Oncogenic mutations in KRAS are considered to ‘lock’ the protein in a constitutively active state, which therefore results in ligand-independent activation of KRAS signalling. Two separate preclinical studies now challenge this paradigm, indicating that, in order to drive lung tumorigenesis, mutant KRAS requires the activation of ERBB receptors.

Credit: Simon Bradbrook/Springer Nature Limited

Emilio Casanova and his team found that genetic deletion of Egfr (a member of the ERBB family) reduced the growth of Kras-mutated lung adenocarcinomas in mice. “Previous clinical trials had shown that the EGFR inhibitors erlotinib and gefitinib were not effective in patients with KRAS-mutated lung adenocarcinomas,” explains Casanova, who adds “We confirmed this effect in our experimental model, in which these inhibitors triggered a tumour-escape mechanism. However, the pan-ERBB inhibitor afatinib blocked the escape mechanism leading to impaired lung tumorigenesis.”
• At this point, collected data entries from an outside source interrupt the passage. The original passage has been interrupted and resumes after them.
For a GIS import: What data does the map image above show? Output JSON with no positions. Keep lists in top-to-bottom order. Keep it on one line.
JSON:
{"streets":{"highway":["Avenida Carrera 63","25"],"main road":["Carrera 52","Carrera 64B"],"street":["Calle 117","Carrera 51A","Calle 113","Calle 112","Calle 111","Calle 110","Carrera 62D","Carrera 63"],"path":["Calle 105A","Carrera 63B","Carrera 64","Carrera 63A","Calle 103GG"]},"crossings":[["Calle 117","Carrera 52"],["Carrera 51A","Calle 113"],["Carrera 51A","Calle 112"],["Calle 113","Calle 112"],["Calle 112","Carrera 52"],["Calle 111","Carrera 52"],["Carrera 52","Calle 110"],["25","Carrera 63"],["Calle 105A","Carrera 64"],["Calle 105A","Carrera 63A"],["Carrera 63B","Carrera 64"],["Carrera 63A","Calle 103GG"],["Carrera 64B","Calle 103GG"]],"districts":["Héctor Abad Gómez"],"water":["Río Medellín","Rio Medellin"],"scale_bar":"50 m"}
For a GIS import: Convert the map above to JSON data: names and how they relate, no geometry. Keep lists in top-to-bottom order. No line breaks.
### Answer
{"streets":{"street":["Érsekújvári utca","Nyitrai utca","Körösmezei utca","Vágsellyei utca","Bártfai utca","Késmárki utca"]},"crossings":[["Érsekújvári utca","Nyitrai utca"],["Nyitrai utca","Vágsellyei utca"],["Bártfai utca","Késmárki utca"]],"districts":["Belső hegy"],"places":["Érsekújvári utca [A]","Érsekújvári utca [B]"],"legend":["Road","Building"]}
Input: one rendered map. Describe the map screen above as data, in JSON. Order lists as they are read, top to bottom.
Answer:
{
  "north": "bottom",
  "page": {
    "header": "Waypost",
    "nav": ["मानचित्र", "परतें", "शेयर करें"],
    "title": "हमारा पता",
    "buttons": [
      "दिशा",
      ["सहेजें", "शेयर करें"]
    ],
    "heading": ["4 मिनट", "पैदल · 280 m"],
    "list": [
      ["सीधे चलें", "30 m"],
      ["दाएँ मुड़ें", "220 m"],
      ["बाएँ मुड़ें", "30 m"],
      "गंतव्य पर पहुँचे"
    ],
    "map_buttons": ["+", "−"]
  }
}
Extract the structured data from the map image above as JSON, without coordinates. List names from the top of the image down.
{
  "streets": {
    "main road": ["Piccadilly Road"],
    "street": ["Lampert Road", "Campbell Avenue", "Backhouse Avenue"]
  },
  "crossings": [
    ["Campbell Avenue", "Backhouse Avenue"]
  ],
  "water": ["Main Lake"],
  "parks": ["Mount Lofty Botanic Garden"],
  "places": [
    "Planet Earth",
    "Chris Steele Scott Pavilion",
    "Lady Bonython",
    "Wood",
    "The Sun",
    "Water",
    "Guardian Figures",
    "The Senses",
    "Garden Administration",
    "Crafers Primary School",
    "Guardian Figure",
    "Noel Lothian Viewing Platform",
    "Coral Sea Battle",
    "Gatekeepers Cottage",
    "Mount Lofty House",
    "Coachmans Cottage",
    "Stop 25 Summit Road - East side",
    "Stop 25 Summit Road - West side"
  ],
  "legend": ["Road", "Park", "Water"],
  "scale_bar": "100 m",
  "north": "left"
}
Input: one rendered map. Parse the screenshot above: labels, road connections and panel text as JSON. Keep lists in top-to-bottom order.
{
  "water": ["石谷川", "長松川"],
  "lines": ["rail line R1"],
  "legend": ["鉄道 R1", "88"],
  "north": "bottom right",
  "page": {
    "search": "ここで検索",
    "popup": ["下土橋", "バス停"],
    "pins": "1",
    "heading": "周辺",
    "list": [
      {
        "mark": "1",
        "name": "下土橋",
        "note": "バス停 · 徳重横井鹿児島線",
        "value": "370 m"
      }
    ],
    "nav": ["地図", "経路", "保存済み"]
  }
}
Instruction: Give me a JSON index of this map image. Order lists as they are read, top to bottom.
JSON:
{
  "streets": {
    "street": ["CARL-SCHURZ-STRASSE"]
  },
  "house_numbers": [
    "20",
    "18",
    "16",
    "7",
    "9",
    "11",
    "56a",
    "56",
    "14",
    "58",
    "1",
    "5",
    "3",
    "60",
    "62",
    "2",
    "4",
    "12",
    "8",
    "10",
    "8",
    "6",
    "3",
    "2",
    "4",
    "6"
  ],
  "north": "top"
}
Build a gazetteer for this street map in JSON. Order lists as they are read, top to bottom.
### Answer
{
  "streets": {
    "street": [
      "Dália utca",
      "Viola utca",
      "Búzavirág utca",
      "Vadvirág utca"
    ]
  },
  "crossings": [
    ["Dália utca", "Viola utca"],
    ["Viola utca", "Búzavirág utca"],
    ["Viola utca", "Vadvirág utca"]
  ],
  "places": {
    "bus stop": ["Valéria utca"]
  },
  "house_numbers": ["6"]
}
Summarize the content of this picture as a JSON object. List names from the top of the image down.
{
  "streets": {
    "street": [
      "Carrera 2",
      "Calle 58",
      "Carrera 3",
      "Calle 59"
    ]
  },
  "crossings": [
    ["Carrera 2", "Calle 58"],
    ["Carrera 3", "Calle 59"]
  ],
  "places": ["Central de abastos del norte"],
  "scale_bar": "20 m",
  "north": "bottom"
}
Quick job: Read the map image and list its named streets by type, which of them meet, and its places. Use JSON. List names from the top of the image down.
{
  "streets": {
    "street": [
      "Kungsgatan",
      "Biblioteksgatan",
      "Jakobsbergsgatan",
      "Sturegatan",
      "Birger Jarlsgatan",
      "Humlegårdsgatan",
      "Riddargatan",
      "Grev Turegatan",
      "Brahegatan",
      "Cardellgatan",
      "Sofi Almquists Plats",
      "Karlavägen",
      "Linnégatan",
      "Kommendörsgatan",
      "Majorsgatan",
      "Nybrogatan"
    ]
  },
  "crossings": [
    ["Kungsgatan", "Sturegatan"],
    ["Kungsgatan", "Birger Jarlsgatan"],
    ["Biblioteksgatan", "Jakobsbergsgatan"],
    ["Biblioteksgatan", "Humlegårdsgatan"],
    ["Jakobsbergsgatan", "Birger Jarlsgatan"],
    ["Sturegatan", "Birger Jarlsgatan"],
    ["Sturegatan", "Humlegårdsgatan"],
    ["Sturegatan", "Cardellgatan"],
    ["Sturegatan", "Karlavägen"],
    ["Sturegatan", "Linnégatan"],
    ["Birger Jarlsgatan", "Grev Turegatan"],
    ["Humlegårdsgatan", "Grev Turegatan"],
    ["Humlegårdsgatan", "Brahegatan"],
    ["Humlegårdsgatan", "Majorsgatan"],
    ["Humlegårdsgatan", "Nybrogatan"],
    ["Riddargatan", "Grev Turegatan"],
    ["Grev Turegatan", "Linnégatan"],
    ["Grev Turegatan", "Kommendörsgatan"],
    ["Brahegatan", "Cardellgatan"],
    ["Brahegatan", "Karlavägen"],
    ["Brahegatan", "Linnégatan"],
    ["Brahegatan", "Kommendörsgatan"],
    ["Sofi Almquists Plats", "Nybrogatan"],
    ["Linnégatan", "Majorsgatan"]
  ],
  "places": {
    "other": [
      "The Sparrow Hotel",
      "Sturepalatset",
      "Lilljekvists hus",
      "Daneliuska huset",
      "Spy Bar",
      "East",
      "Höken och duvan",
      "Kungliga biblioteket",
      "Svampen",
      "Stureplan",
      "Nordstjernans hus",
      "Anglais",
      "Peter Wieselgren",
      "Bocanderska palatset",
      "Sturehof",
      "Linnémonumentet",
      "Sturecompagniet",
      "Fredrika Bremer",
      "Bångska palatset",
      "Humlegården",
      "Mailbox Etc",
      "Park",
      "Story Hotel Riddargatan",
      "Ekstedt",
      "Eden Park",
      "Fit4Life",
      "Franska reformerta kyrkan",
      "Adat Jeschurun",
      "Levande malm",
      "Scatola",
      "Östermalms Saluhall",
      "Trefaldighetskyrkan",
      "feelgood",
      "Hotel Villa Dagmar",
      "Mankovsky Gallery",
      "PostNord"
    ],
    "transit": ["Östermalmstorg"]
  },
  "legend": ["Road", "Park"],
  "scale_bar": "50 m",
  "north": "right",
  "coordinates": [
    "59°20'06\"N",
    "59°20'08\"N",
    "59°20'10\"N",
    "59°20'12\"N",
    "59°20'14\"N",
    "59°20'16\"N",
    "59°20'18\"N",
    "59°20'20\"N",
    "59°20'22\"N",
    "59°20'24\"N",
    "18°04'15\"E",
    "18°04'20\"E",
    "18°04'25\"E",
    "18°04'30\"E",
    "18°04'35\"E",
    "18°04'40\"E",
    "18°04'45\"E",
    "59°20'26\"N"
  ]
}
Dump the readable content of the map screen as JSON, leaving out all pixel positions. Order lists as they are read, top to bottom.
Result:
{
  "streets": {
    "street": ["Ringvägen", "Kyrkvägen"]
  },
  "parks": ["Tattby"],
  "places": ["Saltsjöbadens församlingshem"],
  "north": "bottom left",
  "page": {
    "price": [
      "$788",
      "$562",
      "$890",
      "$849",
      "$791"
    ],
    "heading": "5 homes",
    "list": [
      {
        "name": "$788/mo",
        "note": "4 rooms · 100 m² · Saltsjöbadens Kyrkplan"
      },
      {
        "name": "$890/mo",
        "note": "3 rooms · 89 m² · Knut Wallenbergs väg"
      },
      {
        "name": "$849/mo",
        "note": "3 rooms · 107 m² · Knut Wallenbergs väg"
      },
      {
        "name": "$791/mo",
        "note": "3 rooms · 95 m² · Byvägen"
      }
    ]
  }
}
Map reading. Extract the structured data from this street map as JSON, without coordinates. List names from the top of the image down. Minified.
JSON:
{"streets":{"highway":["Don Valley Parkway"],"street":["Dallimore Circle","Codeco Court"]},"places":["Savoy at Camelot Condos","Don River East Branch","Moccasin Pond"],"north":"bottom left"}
In their study, Daniel Murphy and collaborators developed a mouse model combining mutant Kras with a modest overexpression of Myc. “We initially observed low-grade adenocarcinomas that were uniform in appearance, but 6 weeks after tumour initiation, we saw discrete regions with altered histology in individual tumours,” explains Murphy. These regions were isolated, and their transcriptomes were compared with those of low-grade regions, revealing increased expression of multiple ligands from the ERBB family along with other genes that enhance EGFR and/or ERBB signalling. Treatment with the pan-ERBB inhibitor neratinib enhanced the antitumour effect of the MEK inhibitor trametinib in mice harbouring Kras-mutant tumours.

“From the clinical perspective, the most important finding is that Kras-driven lung tumours are sensitive to ERBB inhibition in mice. These drugs now need to be evaluated in clinical trials. Substantial toxicities will need to be overcome, likely through lung-restricted delivery of the drugs or biomarker-guided treatment scheduling,” explains Murphy. Likewise, Casanova considers that “a clinical trial with afatinib, an FDA-approved drug, in patients with KRAS-mutated lung adenocarcinoma should be straightforward, although patient stratification based on the presence of biomarkers predicting response to afatinib will likely be needed.”

Comparing both studies, Murphy comments “In our experiments, no survival benefit was derived from monotherapy with neratinib, whereas Casanova and colleagues report efficacy using a different pan-ERBB inhibitor (afatinib) as a single agent. The difference is likely to be derived from the different dosing schedules or mouse models used.” Casanova adds “We are very excited that we arrived independently at the same conclusion, which makes us very confident of the robustness of these findings.”